An alien gets aboard a spaceship, starts killing of the crew members one by one, uses the ventilation shaft to move around and in then end gets sucked out through the airlock! That’s the storyline in Ridley Scott’s Alien, but also in Edward L. Cahn’s 1958-classic, It! The Terror from Beyond Space! It! is a very simple movie, which also is the strength of it. Its set, 98 %, in a spaceship and the four or five floors (obviously the same set, just with different light and furniture) it’s built around.

Directed with a lot of imagination by legendary b-movie maker Cahn, this is a very competent movie with some extremely smart set-pieces. One of the best is when we see the monster for the first time, the whole monster and not a hand or something like that. He’s crawling out from a ventilation shaft and the further he crawls the more smoke appears around him, with almost perfect timing. Just to not let us see him to clearly this first time. Brilliant. But of course, like all good “b-movies”, the rest of the movie is monster-galore with full shots of the monster, in his rubbery glory.

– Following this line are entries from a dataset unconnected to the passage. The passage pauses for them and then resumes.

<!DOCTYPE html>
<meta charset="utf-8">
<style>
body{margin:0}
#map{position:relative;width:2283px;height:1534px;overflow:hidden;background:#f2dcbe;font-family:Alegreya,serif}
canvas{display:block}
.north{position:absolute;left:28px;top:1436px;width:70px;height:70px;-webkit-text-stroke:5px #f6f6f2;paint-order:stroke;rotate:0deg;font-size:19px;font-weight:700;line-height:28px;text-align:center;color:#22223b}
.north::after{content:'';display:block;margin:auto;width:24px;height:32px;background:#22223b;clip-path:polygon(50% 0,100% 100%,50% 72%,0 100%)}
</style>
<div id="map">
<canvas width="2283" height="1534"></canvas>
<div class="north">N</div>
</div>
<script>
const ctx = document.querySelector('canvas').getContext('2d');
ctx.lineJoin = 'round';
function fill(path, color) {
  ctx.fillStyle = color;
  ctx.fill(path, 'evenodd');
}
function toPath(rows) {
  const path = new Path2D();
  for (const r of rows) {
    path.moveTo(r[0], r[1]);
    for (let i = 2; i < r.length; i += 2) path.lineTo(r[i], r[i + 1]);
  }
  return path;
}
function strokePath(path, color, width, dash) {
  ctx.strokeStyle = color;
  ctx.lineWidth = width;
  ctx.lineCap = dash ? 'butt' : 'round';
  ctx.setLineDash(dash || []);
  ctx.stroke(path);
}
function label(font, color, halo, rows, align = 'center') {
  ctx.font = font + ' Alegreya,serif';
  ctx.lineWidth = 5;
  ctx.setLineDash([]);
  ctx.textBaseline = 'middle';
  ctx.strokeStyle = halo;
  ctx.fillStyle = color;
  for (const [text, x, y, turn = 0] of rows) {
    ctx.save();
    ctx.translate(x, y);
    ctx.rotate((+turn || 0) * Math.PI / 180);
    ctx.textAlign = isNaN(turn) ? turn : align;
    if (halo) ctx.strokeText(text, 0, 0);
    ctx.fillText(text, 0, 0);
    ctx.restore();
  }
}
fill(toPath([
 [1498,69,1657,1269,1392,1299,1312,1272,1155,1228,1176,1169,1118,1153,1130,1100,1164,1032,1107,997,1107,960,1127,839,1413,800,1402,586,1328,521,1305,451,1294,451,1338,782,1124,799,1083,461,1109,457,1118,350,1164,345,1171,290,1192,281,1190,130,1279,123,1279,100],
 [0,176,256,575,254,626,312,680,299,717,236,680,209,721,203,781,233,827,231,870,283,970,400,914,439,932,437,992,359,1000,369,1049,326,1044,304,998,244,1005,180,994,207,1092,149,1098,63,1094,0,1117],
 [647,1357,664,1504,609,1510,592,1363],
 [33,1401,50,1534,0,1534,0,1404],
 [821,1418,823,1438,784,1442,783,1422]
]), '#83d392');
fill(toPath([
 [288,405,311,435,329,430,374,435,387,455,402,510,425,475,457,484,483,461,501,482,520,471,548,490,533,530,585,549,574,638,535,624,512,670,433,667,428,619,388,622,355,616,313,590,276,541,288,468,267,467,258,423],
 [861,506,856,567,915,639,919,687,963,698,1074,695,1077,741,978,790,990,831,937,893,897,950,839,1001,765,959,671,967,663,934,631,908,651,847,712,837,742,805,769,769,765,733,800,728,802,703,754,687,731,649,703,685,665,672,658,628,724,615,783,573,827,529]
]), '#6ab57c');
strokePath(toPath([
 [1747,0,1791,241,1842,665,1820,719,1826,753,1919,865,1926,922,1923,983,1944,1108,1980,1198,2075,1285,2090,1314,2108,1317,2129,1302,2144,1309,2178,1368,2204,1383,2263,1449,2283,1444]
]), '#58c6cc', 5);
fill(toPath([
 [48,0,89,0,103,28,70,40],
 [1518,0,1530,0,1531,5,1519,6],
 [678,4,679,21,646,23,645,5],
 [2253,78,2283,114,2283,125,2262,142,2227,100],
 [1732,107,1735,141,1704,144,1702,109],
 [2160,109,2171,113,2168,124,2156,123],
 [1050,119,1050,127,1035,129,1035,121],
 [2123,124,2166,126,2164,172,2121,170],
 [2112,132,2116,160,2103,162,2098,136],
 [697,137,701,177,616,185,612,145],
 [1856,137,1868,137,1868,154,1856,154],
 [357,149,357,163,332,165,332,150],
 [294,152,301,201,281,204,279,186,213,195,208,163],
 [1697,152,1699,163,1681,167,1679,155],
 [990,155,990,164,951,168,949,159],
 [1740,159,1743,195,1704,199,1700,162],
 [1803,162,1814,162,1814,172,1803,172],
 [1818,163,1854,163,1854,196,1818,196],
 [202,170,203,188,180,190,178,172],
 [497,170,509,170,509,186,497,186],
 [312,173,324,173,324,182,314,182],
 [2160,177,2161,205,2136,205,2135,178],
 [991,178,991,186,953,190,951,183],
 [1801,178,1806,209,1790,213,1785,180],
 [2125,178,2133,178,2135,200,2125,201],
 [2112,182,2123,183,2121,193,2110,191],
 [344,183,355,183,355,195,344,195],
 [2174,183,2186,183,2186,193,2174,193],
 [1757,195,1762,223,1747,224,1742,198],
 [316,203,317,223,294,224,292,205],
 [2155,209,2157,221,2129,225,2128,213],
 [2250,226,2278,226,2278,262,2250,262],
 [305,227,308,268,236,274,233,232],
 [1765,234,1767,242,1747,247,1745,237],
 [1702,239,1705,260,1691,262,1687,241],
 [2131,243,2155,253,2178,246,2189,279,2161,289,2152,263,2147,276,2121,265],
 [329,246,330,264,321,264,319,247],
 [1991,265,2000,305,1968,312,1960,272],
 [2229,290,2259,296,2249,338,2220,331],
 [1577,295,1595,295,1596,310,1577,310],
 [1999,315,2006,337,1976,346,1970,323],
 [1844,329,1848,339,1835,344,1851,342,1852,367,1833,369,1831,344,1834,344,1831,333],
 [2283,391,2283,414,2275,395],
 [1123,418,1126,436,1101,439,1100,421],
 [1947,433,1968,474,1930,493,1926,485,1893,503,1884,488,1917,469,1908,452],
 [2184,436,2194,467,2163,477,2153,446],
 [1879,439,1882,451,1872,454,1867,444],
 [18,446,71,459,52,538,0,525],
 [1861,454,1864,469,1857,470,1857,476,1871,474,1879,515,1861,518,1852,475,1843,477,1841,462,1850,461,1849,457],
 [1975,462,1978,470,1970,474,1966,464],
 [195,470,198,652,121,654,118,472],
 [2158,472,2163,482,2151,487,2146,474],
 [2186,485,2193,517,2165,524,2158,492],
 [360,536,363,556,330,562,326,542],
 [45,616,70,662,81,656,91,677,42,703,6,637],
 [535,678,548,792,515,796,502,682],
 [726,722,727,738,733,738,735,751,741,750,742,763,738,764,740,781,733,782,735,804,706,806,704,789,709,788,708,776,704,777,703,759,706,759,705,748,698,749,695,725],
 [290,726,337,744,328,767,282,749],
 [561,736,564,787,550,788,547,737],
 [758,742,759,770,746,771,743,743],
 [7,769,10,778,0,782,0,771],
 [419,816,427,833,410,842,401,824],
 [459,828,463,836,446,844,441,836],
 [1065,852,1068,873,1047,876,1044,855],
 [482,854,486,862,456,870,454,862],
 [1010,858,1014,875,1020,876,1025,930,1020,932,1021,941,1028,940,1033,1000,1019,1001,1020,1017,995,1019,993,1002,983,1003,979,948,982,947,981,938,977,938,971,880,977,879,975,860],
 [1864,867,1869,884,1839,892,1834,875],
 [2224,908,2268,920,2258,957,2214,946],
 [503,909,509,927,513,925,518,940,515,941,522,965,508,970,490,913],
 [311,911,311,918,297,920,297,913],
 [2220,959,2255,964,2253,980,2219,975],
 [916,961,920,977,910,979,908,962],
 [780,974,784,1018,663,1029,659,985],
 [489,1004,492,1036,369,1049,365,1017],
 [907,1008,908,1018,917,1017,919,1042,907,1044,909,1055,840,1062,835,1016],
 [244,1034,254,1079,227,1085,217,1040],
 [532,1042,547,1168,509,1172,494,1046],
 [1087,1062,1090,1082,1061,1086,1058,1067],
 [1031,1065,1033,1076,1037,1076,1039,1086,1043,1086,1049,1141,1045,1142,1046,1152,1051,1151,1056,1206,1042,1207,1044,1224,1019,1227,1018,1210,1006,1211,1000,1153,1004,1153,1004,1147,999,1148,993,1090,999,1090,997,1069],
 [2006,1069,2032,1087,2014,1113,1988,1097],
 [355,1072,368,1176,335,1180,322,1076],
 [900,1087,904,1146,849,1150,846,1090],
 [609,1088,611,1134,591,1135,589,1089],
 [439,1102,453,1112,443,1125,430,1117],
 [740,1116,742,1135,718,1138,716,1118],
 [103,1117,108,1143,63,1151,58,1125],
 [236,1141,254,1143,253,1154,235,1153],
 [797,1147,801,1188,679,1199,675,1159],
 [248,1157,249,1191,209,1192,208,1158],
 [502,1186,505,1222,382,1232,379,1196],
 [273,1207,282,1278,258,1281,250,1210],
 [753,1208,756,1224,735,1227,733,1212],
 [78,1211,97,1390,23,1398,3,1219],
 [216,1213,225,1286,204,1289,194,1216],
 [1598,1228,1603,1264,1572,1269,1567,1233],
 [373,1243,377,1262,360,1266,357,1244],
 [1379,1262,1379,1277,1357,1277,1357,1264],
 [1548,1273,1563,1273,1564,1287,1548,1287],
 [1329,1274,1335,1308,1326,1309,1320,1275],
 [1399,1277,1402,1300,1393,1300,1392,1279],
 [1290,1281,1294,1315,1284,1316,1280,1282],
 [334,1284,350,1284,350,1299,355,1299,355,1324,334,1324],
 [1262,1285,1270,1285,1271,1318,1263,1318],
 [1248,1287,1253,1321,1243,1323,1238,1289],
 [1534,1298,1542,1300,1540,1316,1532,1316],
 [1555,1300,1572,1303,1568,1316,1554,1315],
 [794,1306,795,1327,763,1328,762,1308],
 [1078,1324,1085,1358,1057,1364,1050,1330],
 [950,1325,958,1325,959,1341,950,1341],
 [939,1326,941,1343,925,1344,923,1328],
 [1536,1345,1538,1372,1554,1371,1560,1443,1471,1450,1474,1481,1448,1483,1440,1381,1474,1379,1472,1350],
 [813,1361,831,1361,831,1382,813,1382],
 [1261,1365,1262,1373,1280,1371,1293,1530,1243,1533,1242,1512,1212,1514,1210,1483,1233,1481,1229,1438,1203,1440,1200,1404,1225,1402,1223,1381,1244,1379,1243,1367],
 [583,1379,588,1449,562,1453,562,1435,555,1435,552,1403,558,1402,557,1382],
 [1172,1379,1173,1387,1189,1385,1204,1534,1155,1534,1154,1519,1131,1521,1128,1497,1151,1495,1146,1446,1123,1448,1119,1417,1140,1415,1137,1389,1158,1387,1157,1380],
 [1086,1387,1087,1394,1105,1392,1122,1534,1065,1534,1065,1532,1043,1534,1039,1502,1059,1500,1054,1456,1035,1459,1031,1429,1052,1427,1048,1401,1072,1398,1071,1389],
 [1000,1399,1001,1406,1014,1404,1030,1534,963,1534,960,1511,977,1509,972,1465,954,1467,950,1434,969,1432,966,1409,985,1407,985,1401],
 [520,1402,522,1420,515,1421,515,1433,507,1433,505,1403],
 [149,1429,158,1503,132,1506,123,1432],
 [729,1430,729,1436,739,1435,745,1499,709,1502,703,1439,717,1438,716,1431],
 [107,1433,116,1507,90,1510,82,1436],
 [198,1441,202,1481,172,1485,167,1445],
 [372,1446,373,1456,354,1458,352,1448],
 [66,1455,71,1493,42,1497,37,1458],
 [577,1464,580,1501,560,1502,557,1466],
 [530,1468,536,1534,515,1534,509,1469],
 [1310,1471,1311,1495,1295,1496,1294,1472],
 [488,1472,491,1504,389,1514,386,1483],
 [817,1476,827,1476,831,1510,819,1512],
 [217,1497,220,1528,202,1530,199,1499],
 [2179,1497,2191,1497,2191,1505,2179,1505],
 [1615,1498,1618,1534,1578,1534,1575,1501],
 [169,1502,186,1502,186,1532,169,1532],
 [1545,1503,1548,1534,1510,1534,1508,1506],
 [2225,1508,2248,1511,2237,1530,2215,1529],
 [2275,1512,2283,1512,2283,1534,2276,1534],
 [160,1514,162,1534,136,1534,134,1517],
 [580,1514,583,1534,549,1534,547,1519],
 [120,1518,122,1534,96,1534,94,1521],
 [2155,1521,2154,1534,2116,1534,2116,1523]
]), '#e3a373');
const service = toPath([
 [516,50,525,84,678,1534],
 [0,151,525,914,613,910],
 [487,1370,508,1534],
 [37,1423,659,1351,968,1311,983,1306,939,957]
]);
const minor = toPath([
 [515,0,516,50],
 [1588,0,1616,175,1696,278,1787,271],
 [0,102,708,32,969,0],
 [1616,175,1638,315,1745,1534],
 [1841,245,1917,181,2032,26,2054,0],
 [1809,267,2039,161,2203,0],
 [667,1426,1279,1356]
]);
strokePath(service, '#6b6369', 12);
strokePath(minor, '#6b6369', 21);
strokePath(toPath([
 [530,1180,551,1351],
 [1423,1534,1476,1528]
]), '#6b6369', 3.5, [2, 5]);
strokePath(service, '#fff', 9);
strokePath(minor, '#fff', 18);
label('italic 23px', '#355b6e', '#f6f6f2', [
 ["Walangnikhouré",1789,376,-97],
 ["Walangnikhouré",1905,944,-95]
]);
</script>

One fresh take on this movie is how the crew works together to stop the monster, because this isn’t the first time the monster killed. One in the crew, Carruthers (Marshall Thompson), is actually a prisoner because he’s suspected to have killed his other crew – but its the monster who killed them, but no one believes him. So when the monster starts its rampage again, all of Carruthers team mates instantly believes him and there’s no boring story of them suspecting him again for new murders or something like that. That would slow down the movie, and would have destroyed the excellent frantic pace.

The kills is of course not graphic at all, except for one shot of a bloody foot, but it’s still very violent and quite brutal, but only shown with shadows and editing. You can almost imagine the close-ups of those big monster-claws ripping off some human flesh!

Not much more to write about this wonderful monster-classic, except I can recommend it to everyone that loves sci-fi movies from the fifties and aggressive rubbermonsters!

1 comment:

Phantom of Pulp said...

One of the first films to truly scare me as a kid. I agree with you; it's a really effective film.